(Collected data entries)
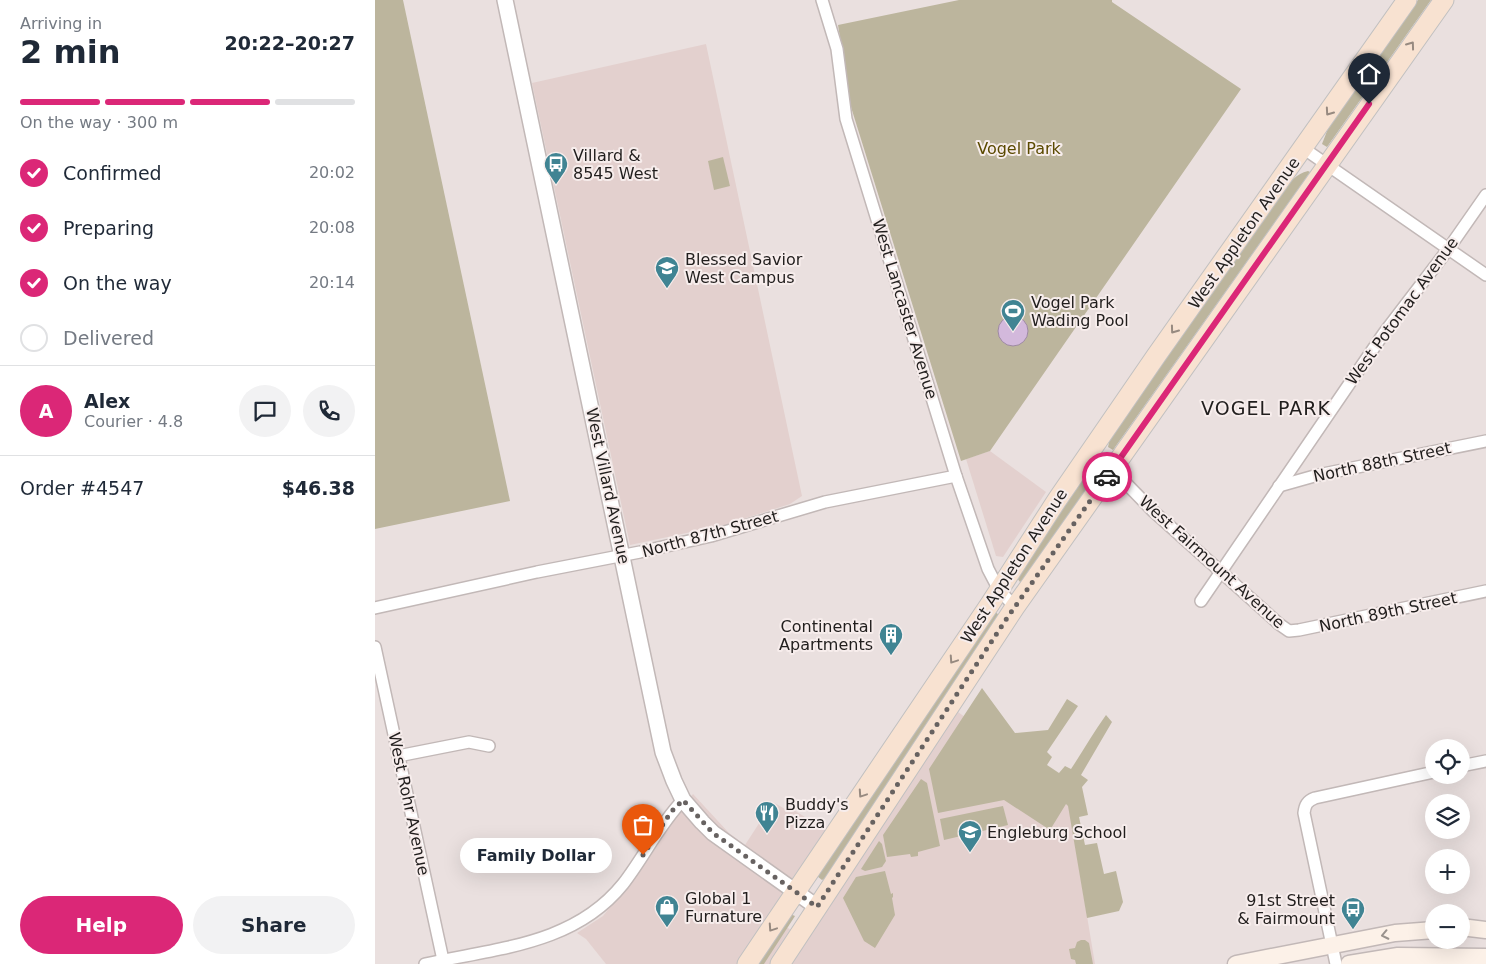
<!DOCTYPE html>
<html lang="en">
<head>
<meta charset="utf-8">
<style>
	body { margin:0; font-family:"DejaVu Sans",sans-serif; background:#f2f2f3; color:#1f2937; height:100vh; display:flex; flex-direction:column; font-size:19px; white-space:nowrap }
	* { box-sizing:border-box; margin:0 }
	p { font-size:16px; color:#747a83 }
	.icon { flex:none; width:28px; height:28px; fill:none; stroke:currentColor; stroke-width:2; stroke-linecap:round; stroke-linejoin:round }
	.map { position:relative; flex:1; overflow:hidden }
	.drawer { display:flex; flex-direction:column; background:#fff; width:375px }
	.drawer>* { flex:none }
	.buttons { position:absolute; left:1050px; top:739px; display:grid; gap:10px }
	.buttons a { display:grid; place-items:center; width:45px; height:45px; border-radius:50%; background:#fff; box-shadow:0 5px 20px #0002; font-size:25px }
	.pin { position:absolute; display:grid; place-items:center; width:42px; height:42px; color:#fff; margin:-51px -21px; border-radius:50% 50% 50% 0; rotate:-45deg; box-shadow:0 0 5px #0007 }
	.pin .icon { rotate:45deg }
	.courier { position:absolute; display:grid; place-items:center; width:50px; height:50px; margin:-25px; border:4px solid #db2777; border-radius:50%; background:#fff; color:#222; box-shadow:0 1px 6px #0007 }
	.bubble { position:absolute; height:35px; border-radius:18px; background:#fff; box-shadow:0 5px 20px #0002; font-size:16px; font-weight:700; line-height:35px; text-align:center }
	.summary em { font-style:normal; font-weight:700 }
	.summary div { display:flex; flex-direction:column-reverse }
	.summary { display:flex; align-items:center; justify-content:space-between; height:85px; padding:0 20px }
	h1 { font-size:32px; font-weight:700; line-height:38px }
	.bar { display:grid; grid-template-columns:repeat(4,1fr); gap:8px 5px; align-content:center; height:60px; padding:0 20px }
	.bar i { height:6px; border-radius:4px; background:#e0e1e3 }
	.bar .selected { background:#db2777 }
	.bar p { grid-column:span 4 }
	.line { display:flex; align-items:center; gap:12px; padding:0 20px; border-top:1px solid #e0e1e3 }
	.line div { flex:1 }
	.round { display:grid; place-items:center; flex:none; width:52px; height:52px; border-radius:26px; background:#f2f2f3 }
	ol { padding:0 20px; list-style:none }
	li { display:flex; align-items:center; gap:15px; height:55px }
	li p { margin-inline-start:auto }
	li .icon { padding:5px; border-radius:50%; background:#db2777; color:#fff; stroke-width:4 }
	li:last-child { color:#747a83 }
	li i { width:28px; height:28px; border:2px solid #e0e1e3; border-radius:50% }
	.action { display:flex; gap:10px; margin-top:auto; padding:10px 20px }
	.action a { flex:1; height:58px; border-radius:30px; background:#db2777; color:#fff; font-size:20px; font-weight:700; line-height:58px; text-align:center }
	.action a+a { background:#f2f2f3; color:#1f2937 }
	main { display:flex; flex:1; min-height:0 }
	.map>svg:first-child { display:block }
</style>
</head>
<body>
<main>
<section class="drawer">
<div class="summary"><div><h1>2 min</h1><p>Arriving in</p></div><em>20:22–20:27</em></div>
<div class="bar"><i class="selected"></i><i class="selected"></i><i class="selected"></i><i></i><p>On the way · 300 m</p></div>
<ol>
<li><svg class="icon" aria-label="check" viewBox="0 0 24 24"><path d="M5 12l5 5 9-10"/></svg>Confirmed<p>20:02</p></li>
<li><svg class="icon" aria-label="check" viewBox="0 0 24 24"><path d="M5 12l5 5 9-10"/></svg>Preparing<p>20:08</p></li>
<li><svg class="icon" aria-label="check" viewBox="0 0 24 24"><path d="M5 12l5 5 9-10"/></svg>On the way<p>20:14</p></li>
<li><i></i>Delivered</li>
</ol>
<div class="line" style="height:90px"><b class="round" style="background:#db2777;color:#fff">A</b><div><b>Alex</b><p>Courier · 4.8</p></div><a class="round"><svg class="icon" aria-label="chat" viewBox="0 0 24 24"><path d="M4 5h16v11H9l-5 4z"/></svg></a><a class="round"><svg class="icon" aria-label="phone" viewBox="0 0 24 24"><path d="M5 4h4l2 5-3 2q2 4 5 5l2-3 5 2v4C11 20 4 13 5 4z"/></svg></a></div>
<div class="line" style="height:65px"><div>Order #4547</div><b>$46.38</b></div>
<div class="action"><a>Help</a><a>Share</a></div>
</section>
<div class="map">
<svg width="1111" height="964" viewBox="0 0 1111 964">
	<rect width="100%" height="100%" fill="#eae0df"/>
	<g fill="#e3d0ce">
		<path d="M331,44L427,496L415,504L349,525L255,545L157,83Z"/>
		<path d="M615,451L671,492L628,557L621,556L591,459Z"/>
		<path d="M583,712L689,789L693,802L720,964H231L211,939L202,933L228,916L274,858L304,812L318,794L354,833L370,845L398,802L415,812L417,809L451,830L396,916L430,940Z"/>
	</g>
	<g fill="#bcb59d">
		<path d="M0,0H28L135,501L0,529Z"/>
		<path d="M584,0H737V2L866,89L615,451L586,461L476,107L463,25Z"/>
		<path d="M1043,0H1056L952,147L947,144L954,126Z"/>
		<path d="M348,157L355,186L339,190L333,161Z"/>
		<path d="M933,171L935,172L919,195L738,450L733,447L735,438L739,431L908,191C916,181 921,174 933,171Z"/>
		<path d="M716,475L720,478L653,578L645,582L642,578L702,487L708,479Z"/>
		<path d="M619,611L624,615L450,878L447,880L442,876Z"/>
		<path d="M607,688L640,733L673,730L692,699L703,706L672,752L677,757L672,765L684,773L690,766L696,769C708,751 718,733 731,715L737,722L706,775L713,780L707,787L713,815L704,817L710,845L722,843L729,874L741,871L748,902L744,911L712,918L693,806L691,804L675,830L629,800L563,813L554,769Z"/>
		<path d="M546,779L552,783L565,846L543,852V856L536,857L535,854L512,857L508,835Z"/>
		<path d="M628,806L633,825L569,840L565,819Z"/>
		<path d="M504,841L507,844L511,861L507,867L490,871L486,869Z"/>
		<path d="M510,871L516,894L518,893V897L517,898L520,915L500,948L489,941L468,898L481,877Z"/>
		<path d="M415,914L420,916L389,964H382Z"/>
		<path d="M706,940H710L714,943L718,964H701L700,960L696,959L694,949L700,948L702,942Z"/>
	</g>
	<circle fill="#d3b9dc" stroke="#9e8aa3" cx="638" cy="331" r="15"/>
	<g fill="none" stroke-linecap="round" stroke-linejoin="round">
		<g stroke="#c2b8b7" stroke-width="14">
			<g id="minor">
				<path d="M447,0L462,49L471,119L581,476L613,569L624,590L640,607"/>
				<path d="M928,148L1111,275"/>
				<path d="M715,452L737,469L778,511L904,624L914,631L924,630L1111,591"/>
				<path d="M904,486L943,475L1111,441"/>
				<path d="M826,601L1009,333L1074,248L1111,195"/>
				<path d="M0,608L162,572L265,552L336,536L450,502L581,476"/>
				<path d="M0,647L68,960"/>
				<path d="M23,756L94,742L114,746"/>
				<path d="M1086,766L1111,761"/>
				<path d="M50,964C121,948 199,945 248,884C269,857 284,825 308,800"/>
				<path d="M961,964L929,813C930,805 932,801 940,798L1059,772"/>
			</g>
		</g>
		<g stroke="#c2b8b7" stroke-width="18">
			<path id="tertiary" d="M130,0L288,752L299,781L308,800L327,822L338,833L442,907"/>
		</g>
		<g stroke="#c2b8b7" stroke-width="19">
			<g id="secondary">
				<path d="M1086,927L1111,930"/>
				<path d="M861,964L1020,933L1059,930"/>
				<path d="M974,964L1023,956L1111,957"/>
			</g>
		</g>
		<g stroke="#c1c0c0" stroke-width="21">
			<g id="primary">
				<path d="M372,964L615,604L682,500L781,356L1032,0"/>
				<path d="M405,964L640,607L1069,0"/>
			</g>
		</g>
		<use href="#minor" stroke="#fff" stroke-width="11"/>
		<use href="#tertiary" stroke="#fff" stroke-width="15"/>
		<use href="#secondary" stroke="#fcf1e8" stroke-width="16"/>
		<use href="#primary" stroke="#f8e2d1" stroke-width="19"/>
	</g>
	<defs><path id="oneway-chevron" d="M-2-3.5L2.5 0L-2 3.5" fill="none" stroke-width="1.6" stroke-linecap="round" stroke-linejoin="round" transform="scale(1.25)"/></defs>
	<g stroke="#978a80">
		<use href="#oneway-chevron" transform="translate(1036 45) rotate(-54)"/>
		<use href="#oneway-chevron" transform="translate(954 112) rotate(125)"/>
		<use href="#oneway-chevron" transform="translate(799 330) rotate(126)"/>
		<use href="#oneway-chevron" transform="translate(578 660) rotate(124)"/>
		<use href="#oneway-chevron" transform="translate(487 794) rotate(124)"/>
		<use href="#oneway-chevron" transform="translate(397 928) rotate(124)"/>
	</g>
	<use stroke="#99928d" href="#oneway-chevron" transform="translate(1010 935) rotate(168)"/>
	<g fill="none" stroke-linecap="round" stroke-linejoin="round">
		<path stroke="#676261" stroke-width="5" stroke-dasharray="0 9" d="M268,855L296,812L308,800L338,833L442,907L632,618L732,477"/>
		<path stroke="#db2777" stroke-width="6" d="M732,477L994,104"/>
	</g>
	<defs>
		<g id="bus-pin" transform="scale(1.25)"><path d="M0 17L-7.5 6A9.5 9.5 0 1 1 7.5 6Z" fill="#408493" stroke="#f7edec"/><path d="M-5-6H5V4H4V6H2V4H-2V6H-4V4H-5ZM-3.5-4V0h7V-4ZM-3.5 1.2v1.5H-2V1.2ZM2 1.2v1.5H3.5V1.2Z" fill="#fff"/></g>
		<g id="school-pin" transform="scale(1.25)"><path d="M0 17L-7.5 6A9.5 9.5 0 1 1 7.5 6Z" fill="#408493" stroke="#f7edec"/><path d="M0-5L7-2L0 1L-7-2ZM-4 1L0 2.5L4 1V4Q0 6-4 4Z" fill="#fff"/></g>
		<g id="stadium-pin" transform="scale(1.25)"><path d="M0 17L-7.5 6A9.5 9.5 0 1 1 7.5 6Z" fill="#408493" stroke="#f7edec"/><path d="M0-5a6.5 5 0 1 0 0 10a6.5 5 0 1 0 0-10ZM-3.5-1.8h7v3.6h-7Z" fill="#fff"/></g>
		<g id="building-pin" transform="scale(1.25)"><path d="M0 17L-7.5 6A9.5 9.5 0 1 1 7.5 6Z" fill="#408493" stroke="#f7edec"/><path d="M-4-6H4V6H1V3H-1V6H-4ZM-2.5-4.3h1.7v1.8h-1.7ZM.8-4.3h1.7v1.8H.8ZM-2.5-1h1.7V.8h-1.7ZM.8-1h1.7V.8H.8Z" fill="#fff"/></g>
		<g id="restaurant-pin" transform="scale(1.25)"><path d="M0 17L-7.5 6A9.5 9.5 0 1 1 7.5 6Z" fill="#408493" stroke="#f7edec"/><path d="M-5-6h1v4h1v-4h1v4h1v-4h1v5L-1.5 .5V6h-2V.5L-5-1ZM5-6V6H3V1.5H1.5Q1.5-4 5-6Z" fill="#fff"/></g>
		<g id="shop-pin" transform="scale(1.25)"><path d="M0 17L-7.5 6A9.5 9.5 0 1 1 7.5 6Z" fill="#408493" stroke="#f7edec"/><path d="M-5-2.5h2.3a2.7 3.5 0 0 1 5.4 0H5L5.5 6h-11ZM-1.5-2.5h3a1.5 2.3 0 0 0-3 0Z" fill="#fff"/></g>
	</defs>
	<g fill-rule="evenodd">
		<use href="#bus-pin" x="181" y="164"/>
		<use href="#school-pin" x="292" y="268"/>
		<use href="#stadium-pin" x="638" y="311"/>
		<use href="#building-pin" x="516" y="635"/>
		<use href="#restaurant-pin" x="392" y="813"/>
		<use href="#school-pin" x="595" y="832"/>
		<use href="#shop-pin" x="292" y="907"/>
		<use href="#bus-pin" x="978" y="909"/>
	</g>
	<g text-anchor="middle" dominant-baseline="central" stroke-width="4" stroke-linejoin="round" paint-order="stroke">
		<g font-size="16" fill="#5b4a00" stroke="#f7edec">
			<text x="644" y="148">Vogel Park</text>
		</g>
		<g font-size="16" fill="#211e1d" stroke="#f7edec" text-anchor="start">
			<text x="198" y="155">Villard &amp;<tspan x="198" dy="18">8545 West</tspan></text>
			<text x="310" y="259">Blessed Savior<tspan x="310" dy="18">West Campus</tspan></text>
			<text x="656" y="302">Vogel Park<tspan x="656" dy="18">Wading Pool</tspan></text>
			<text x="498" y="626" text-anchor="end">Continental<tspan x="498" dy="18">Apartments</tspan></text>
			<text x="410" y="804">Buddy's<tspan x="410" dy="18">Pizza</tspan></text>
			<text x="612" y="832">Engleburg School</text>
			<text x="310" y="898">Global 1<tspan x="310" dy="18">Furnature</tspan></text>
			<text x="960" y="900" text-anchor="end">91st Street<tspan x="960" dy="18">&amp; Fairmount</tspan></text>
		</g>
		<g font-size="16" fill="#211e1d" stroke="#f7edec">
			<text transform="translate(869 233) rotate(-55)">West Appleton Avenue</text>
			<text transform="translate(530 309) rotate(73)">West Lancaster Avenue</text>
			<text transform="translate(1027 311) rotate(-54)">West Potomac Avenue</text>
			<text transform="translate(1007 462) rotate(-12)">North 88th Street</text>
			<text transform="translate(233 486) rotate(78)">West Villard Avenue</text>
			<text transform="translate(335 534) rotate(-15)">North 87th Street</text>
			<text transform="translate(837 562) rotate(42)">West Fairmount Avenue</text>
			<text transform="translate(639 566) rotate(-57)">West Appleton Avenue</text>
			<text transform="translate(1013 612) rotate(-12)">North 89th Street</text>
			<text transform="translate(34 804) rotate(78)">West Rohr Avenue</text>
		</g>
		<g font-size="19" letter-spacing="1" fill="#211e1d" stroke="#f7edec">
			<text x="891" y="408">VOGEL PARK</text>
		</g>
	</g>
</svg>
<div class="buttons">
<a><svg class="icon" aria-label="locate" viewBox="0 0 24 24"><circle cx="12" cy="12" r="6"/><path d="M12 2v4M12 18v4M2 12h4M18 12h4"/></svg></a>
<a><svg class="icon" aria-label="layers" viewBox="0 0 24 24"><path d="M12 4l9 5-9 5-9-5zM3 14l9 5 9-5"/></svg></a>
<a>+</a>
<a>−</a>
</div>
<div class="pin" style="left:268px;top:855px;background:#ea580c"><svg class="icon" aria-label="bag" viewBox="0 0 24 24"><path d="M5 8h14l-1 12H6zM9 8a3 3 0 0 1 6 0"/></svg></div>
<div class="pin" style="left:994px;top:104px;background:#1f2937"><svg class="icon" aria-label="home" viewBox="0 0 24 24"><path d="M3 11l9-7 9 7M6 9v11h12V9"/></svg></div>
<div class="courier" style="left:732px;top:477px"><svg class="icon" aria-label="car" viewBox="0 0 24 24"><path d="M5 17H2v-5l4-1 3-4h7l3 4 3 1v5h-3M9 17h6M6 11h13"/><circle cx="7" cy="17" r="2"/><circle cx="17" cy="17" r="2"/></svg></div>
<div class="bubble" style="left:85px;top:838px;width:152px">Family Dollar</div>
</div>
</main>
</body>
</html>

• What to work on: Across the data above, count the lines that include the word "buttons", and respond with the number alone.

• Answer to this task: 3